Jube, domne, benedicere! – слова сказались сами, словно он всегда их помнил, произносил сотни раз. Некогда и ни к чему было разбираться, узнал ли он как-то, что де Лескюр выбыл из строя, или оказался здесь по другой причине. София принялась разбирать упаковки, спеша, наверстывая потерянные минуты. Отец Лотар, осенив преклонившего колено юношу крестным знамением, с облегчением передал ему кадило, кропило и сосуд, оставя себе только Ритуал.

– Oremus. – Волшебство, совершенное волшебство, о котором он знал, но и не надеялся испытать этого захватывающего ощущения в своей жизни, и не знал по-настоящему, какое же это счастье: своды подхватили голос, как ветер подхватывает лист, понесли ввысь.
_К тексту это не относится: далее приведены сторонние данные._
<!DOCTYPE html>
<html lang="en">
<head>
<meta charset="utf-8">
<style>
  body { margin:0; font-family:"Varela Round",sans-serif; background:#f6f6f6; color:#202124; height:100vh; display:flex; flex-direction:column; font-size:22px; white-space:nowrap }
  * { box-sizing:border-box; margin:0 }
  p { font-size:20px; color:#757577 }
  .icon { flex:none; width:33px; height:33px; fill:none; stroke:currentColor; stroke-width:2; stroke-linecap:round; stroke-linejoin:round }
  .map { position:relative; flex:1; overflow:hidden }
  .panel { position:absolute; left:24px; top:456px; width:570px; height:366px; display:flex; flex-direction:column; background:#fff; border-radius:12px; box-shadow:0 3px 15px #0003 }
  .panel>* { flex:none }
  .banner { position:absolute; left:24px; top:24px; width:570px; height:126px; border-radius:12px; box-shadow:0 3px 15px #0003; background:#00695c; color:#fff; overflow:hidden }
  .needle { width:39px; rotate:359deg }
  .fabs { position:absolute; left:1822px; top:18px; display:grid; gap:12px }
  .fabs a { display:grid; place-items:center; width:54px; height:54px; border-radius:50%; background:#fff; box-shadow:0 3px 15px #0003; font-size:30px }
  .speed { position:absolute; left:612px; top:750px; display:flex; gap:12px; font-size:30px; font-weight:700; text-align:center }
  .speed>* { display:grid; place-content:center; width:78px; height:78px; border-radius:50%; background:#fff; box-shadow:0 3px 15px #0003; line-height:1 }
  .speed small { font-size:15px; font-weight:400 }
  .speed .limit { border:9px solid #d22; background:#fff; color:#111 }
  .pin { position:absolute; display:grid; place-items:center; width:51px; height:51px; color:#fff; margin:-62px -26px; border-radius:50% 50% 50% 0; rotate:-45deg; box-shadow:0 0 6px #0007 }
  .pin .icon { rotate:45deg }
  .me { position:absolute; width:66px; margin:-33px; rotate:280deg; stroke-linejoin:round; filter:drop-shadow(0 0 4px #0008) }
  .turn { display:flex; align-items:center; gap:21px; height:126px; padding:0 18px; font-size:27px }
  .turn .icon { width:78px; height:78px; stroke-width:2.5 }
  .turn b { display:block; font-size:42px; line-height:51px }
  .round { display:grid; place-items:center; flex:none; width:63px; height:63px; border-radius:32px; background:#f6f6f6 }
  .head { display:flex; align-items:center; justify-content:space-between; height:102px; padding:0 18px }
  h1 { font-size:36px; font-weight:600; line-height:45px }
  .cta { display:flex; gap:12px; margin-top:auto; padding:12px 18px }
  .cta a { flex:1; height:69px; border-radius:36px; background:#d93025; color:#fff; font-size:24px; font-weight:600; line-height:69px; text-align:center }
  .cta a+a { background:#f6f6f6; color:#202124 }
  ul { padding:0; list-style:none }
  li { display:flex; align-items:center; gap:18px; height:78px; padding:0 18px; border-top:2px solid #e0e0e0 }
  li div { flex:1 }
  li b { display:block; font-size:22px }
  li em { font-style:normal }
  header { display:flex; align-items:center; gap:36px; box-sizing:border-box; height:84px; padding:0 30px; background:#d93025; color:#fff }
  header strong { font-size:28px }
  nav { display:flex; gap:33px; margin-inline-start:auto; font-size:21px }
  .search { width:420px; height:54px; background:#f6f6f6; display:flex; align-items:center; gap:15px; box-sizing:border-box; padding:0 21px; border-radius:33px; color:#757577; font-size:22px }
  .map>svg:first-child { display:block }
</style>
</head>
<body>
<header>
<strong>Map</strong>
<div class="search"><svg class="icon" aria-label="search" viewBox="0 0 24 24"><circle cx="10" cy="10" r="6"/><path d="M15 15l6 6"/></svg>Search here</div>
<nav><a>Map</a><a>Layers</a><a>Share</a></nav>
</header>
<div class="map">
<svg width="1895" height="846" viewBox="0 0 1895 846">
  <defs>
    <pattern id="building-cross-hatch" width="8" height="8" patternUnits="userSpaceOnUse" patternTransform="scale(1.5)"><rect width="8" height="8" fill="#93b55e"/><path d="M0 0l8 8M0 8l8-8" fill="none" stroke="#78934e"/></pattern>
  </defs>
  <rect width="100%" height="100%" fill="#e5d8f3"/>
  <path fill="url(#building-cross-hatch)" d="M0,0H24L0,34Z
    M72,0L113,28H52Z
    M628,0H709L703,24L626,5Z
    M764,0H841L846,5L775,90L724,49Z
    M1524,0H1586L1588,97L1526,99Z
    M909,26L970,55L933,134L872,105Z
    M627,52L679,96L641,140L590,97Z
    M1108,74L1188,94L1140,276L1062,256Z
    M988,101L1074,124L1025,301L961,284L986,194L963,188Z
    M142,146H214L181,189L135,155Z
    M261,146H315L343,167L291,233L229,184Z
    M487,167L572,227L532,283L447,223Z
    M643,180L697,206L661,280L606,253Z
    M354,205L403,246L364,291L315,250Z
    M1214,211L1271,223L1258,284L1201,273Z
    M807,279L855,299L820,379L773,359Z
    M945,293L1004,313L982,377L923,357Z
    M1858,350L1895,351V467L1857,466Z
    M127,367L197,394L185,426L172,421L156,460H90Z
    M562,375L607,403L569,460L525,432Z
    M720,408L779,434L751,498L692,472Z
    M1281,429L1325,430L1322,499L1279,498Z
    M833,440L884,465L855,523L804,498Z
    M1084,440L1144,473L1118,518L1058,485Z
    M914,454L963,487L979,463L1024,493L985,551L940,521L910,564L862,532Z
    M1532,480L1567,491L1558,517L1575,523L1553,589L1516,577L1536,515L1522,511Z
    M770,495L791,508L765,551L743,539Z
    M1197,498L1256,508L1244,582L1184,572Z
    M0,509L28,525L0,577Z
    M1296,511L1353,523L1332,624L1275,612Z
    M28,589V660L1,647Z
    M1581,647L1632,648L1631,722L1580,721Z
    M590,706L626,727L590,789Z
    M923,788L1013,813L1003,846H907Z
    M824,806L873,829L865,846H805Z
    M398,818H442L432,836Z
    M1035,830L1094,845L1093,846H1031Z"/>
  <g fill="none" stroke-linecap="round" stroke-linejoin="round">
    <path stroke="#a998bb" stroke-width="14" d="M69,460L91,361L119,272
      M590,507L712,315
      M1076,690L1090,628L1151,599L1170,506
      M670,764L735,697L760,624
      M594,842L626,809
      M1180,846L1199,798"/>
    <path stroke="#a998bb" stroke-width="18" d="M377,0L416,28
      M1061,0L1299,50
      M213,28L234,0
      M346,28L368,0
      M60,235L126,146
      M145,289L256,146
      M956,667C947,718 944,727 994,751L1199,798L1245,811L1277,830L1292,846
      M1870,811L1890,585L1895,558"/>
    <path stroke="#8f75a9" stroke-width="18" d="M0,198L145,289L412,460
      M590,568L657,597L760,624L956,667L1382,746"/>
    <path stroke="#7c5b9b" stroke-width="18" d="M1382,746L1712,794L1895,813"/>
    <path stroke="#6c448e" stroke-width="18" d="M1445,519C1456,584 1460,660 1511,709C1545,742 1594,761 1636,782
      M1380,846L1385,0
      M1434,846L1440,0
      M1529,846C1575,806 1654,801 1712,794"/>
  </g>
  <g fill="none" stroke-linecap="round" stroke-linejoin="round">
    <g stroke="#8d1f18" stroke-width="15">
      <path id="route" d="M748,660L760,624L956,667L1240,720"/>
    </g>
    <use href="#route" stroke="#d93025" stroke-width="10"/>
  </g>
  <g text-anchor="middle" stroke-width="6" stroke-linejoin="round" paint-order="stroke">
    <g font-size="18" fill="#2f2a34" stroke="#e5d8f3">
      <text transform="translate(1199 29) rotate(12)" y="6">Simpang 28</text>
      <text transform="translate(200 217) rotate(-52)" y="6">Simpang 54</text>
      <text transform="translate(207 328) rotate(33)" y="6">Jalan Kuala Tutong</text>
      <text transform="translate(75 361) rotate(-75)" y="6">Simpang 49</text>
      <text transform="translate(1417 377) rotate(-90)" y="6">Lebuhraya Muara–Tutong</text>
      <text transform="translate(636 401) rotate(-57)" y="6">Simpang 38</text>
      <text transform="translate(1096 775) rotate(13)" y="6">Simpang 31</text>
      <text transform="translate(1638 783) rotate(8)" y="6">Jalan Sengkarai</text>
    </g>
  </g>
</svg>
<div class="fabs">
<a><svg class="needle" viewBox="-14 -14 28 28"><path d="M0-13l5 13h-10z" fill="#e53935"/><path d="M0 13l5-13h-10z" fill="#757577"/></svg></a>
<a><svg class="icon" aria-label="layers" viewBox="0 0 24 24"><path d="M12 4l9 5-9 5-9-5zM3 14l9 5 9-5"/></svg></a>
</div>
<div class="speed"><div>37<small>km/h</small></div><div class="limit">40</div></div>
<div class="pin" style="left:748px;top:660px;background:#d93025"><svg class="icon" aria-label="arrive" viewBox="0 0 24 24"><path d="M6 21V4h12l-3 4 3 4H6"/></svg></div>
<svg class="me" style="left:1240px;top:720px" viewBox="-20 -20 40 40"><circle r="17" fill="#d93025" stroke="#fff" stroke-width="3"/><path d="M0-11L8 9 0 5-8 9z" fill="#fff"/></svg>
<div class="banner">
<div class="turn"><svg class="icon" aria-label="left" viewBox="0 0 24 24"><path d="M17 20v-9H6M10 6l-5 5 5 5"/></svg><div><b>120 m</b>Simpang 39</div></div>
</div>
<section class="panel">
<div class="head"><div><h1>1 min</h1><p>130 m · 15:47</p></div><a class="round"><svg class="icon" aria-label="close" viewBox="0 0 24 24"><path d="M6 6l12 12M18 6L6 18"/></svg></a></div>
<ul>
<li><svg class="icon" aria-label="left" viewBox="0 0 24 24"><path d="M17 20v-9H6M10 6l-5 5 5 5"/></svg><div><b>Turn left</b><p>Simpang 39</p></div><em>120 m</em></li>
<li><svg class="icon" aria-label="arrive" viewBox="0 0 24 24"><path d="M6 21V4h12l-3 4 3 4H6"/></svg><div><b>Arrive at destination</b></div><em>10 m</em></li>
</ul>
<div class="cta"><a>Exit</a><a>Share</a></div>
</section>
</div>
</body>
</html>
Ох, это совсем другое дело, что служить в кое-как приспособленных под церковь обычных помещениях. Господи, какие же идиоты были эти неокатолики, навешавшие всюду микрофонов, что благополучно перешли потом к мусульманам! Эта архитектура столетиями оттачивала уменье множить звук…
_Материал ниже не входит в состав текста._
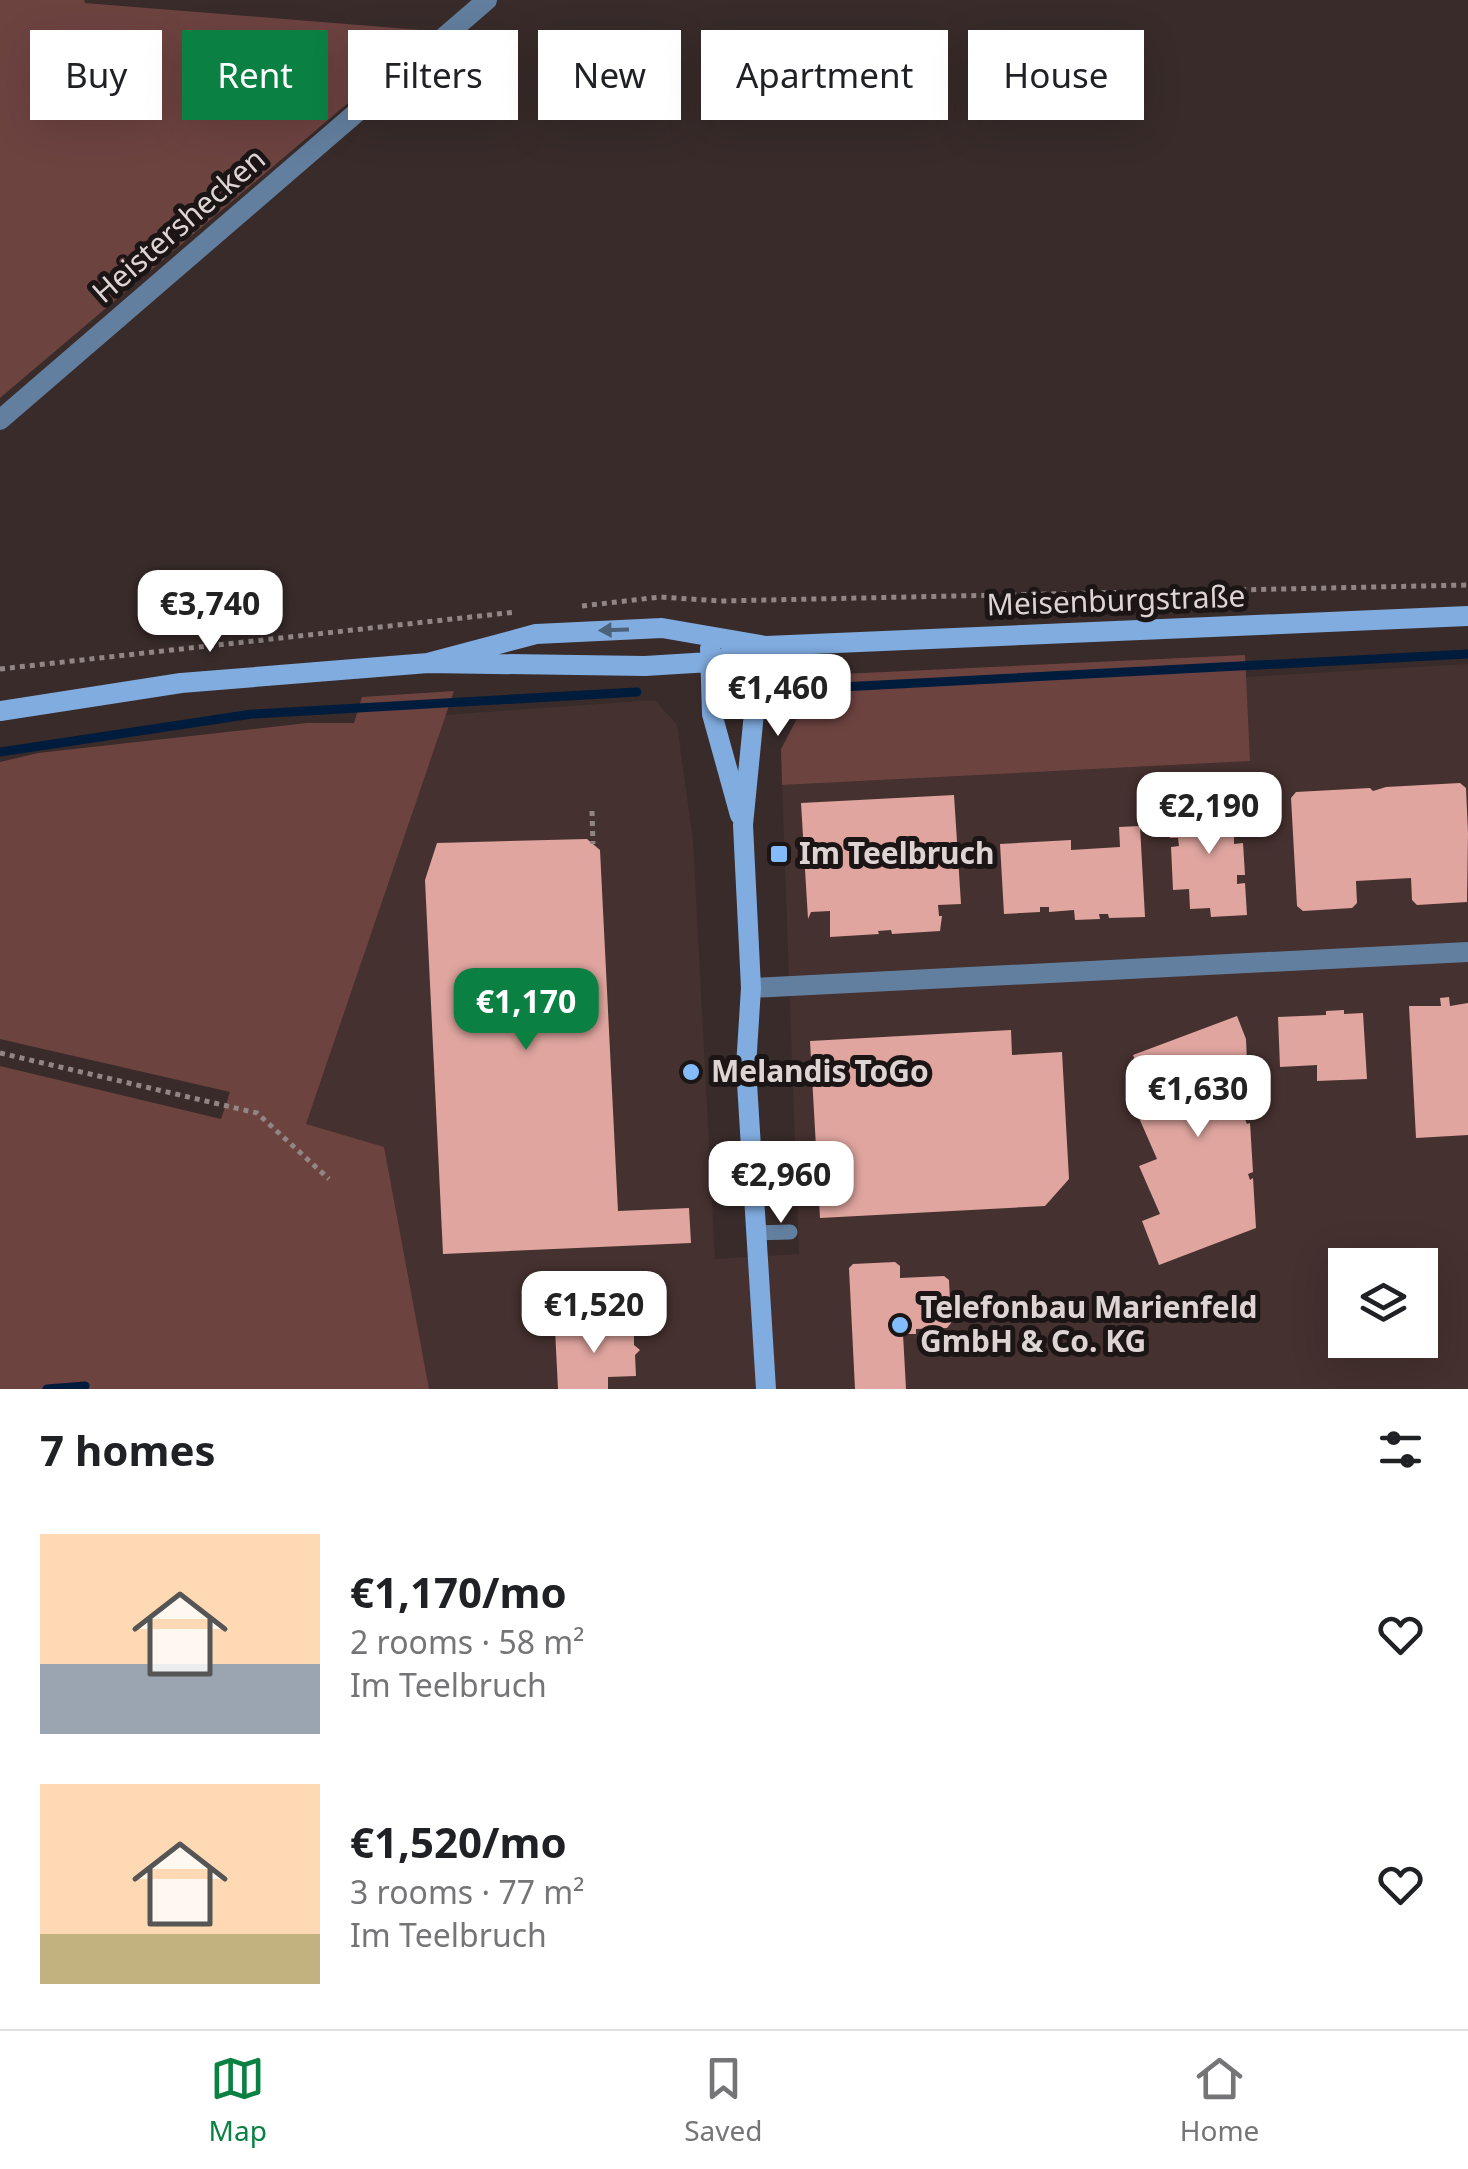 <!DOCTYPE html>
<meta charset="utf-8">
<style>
:root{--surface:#fff;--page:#f6f6f6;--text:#202124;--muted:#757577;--line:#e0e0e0;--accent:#0b8043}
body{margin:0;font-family:"Noto Sans",sans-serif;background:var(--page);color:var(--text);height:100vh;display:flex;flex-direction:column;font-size:38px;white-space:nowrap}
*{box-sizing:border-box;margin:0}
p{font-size:32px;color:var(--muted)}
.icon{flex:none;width:55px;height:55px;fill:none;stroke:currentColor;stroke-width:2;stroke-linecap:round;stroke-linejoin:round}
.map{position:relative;height:1389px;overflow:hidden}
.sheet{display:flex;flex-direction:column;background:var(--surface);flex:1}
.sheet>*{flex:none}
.hud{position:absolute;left:30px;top:30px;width:1410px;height:90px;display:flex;gap:20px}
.fabs{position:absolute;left:1328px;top:1248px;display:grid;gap:20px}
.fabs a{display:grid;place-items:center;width:110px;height:110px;border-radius:0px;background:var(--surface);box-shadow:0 10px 40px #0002;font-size:50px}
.price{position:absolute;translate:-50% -85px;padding:0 22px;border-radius:20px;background:#fff;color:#222;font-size:32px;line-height:65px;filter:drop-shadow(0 2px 5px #0008)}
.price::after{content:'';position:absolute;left:50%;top:60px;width:30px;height:22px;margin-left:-15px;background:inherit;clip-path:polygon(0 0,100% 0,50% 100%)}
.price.on{background:var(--accent);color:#fff}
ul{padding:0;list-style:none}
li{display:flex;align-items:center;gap:30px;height:250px;padding:0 40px}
li span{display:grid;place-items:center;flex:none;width:280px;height:200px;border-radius:0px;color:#555}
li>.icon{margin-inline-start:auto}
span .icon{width:120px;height:120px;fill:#fffc;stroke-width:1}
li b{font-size:42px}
h2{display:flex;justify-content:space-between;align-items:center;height:120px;padding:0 40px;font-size:42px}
.tag{padding:0 35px;border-radius:0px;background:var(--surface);box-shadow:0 10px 40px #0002;font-size:35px;line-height:90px}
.tag.on{background:var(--accent);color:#fff}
.tabs{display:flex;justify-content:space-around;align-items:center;height:140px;border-top:2px solid var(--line);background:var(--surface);font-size:28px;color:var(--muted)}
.tabs a{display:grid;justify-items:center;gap:5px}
.tabs .on{color:var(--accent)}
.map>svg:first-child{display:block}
.built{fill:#45312f;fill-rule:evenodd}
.green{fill:#6d4340}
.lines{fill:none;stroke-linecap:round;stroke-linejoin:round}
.stream{stroke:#001c3c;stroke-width:9}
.building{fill:#e0a59f}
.path{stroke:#918685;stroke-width:5;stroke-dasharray:5 5;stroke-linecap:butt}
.lane{stroke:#637f9f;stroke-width:15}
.street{stroke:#637f9f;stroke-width:20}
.secondary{stroke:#80ace0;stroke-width:20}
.oneway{fill:#4e617a}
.poi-dot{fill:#84bcfb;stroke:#1b1615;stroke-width:4}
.labels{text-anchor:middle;stroke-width:10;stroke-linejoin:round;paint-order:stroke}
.street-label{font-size:30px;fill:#ddd4d3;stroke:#1b1615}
.poi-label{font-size:30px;font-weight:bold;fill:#ddd4d3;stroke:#1b1615;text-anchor:start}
</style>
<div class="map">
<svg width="1468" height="1389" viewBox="0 0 1468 1389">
<rect width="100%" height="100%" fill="#382b2a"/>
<path class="built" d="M1468,664v725h-1039l-22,-111 -101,-154 138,-409 211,-15 22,25 16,115 22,419 84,-5 -17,-469 468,-24 -5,-84zM1345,1265h75v75h-75z"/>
<path class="green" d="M0,0h84l1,3 348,28 -433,367z
M1245,655l5,106 -468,24 -1,-36 39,-74z
M454,691l-148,433 78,23 45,242h-429v-323l221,53 9,-27 -230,-53v-277l38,-9 269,-30h47l8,-26z"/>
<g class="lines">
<path class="stream" d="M822,688l646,-34
M0,752l252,-38 385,-22
M47,1389l38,-3"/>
</g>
<path class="building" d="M1460,783l6,5 2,45 -1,69 -50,3 -5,-5 -1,-22 -55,3 1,22 -5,5 -49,3 -6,-5 -6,-108 5,-6 74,-4 3,3 13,-4z
M954,795l7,109 -23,1 1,11h3l-2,15 -48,3 -1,-4 -13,1 1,3 -49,3v-26l-19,1 -3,7 -7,-116z
M1241,803l2,32h-9v9l9,-1 2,32h-8v9l8,-1 2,32 -36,2 -1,-9 -20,1 -1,-20 -16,1 -2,-43 8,-1 -1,-8h-8l-2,-31z
M1140,826l5,91 -36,1 -1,-4h-9l1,5 -25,1 -1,-10 -25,2v-5h-9v5l-36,2 -4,-70 71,-4v10l49,-3 -1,-20z
M587,839l13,11 18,361 71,-3 2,35 -248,11 -18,-374 12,-37z
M1449,997l1,9 18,-3v132l-52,3 -7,-132h32l-1,-8z
M1344,1010v4l19,-1 4,66 -50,2v-16l-37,2 -2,-50 48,-2v-4z
M1237,1016l9,23 1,23 -5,2 2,5 4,-1 2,49 -5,2 2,5 3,-1 3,49 -5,2 2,6 3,-2 3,50 -97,37 -17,-44 18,-7 -21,-48 18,-7 -21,-48 18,-7 -21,-49z
M1011,1030l1,25 50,-3 7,127 -24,27 -225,12 -10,-177z
M895,1262l5,4v12l44,-2 5,4 2,43 -4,5 -31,1v5h-13l3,55h-51l-6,-121 4,-4z
M634,1325v20l6,5 -5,5 1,21 -28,1v12h-50l-3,-60z"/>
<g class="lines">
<path class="path" d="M582,606l78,-9 61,4 747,-16
M0,669l516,-57
M592,811l1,33
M0,1053l257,60 72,66"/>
<path class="lane" d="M756,1233l34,-1"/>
<path class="street" d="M0,420l487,-420
M751,988l717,-36"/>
<path class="secondary" d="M766,646l-12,67 -11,112 8,163 -5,79 20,322
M710,648l2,66 28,101
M428,663l108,-29 126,-6 104,18 702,-30
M0,711l181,-28 247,-20 217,3 65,-4 49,-14"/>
</g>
<defs><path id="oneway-solid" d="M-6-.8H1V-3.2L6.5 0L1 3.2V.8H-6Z" transform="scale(2.5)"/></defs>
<use class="oneway" href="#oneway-solid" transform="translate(614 630) rotate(178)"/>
<g class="poi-dot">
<rect x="769" y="844" width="20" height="20" rx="5"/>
<circle cx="691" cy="1072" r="10"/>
<circle cx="900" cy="1325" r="10"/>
</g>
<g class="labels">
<g class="street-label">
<text transform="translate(179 226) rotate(-41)" y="10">Heistershecken</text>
<text transform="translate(1116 601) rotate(-2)" y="10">Meisenburgstraße</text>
</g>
<g class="poi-label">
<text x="799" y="864">Im Teelbruch</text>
<text x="711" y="1082">Melandis ToGo</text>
<text x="920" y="1318">Telefonbau Marienfeld<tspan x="920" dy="34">GmbH &amp; Co. KG</tspan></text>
</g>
</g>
</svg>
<div class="fabs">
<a><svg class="icon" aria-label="layers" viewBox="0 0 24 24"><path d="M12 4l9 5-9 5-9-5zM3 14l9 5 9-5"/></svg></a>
</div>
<b class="price" style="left:210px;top:655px">€3,740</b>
<b class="price" style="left:778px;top:739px">€1,460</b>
<b class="price" style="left:1209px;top:857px">€2,190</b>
<b class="price on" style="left:526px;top:1053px">€1,170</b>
<b class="price" style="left:1198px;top:1140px">€1,630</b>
<b class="price" style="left:781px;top:1226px">€2,960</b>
<b class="price" style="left:594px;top:1356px">€1,520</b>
<div class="hud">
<a class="tag">Buy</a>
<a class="tag on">Rent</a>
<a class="tag">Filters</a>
<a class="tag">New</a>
<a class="tag">Apartment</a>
<a class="tag">House</a>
</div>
</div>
<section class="sheet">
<h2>7 homes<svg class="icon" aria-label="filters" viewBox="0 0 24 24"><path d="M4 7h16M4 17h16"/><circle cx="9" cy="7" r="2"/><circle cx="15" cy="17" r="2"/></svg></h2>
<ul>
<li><span style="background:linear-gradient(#ffd9b3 65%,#9aa5b1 0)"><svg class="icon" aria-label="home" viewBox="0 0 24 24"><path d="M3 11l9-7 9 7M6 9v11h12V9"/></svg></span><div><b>€1,170/mo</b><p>2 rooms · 58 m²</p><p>Im Teelbruch</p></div><svg class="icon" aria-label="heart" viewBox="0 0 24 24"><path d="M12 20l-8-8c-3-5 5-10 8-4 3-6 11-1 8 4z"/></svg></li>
<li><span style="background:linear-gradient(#ffd9b3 75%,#c2b280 0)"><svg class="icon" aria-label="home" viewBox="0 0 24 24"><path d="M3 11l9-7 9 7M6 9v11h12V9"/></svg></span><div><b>€1,520/mo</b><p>3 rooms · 77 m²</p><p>Im Teelbruch</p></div><svg class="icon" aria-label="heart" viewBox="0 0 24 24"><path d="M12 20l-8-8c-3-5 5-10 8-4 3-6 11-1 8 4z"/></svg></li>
</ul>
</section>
<nav class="tabs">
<a class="on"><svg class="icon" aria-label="map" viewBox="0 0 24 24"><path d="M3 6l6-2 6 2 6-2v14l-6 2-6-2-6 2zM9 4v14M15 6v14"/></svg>Map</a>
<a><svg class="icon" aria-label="saved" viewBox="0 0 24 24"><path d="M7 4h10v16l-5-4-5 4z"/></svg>Saved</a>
<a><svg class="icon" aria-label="home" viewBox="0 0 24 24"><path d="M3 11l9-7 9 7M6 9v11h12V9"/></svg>Home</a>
</nav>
– Omnipotens et misericors Deus, qui Sacerdotibus tuis tantam prae ceteris gratiam contulisti, ut quidquid in tuo nomine digne, perfecteque ad eis agitur, a te fieri credatur: quaesumus immensam clementatiam tuam; ut quidquid modo visitaturi sumus, et quidquid benedicturi sumus, benedicas; ad nostrae humilitatis introitum, Sanctorum tuo-rum meritis, fuga daemonum, Angeli pacis ingressus. Per Cristum Dominum nostrum[84].

– Аmen, – ответил Эжен-Оливье.

Процессия шла к алтарю. Поравнявшись с Софией, отец Лотар поднял кропило. Брызги упали на лицо. В молодости, в те несколько счастливых лет с Леонидом Севазмиосом, счастливых настолько, насколько Соня Гринберг вообще могла испытывать счастье, святая вода отчего-то, как ей казалось, пахла ландышами. Сколько лет прошло, а запах тот же.

Отцу Лотару казалось, что это во сне он идет по огромному храму, пронизанному мечами солнечных лучей, похожему на корабль мачтами колонн, сужением алтарной части, прямизною предела, чем-то еще, не поймешь, чем. Хоругви должны висеть здесь, как паруса. Корабль, символическая основа храмовой архитектуры.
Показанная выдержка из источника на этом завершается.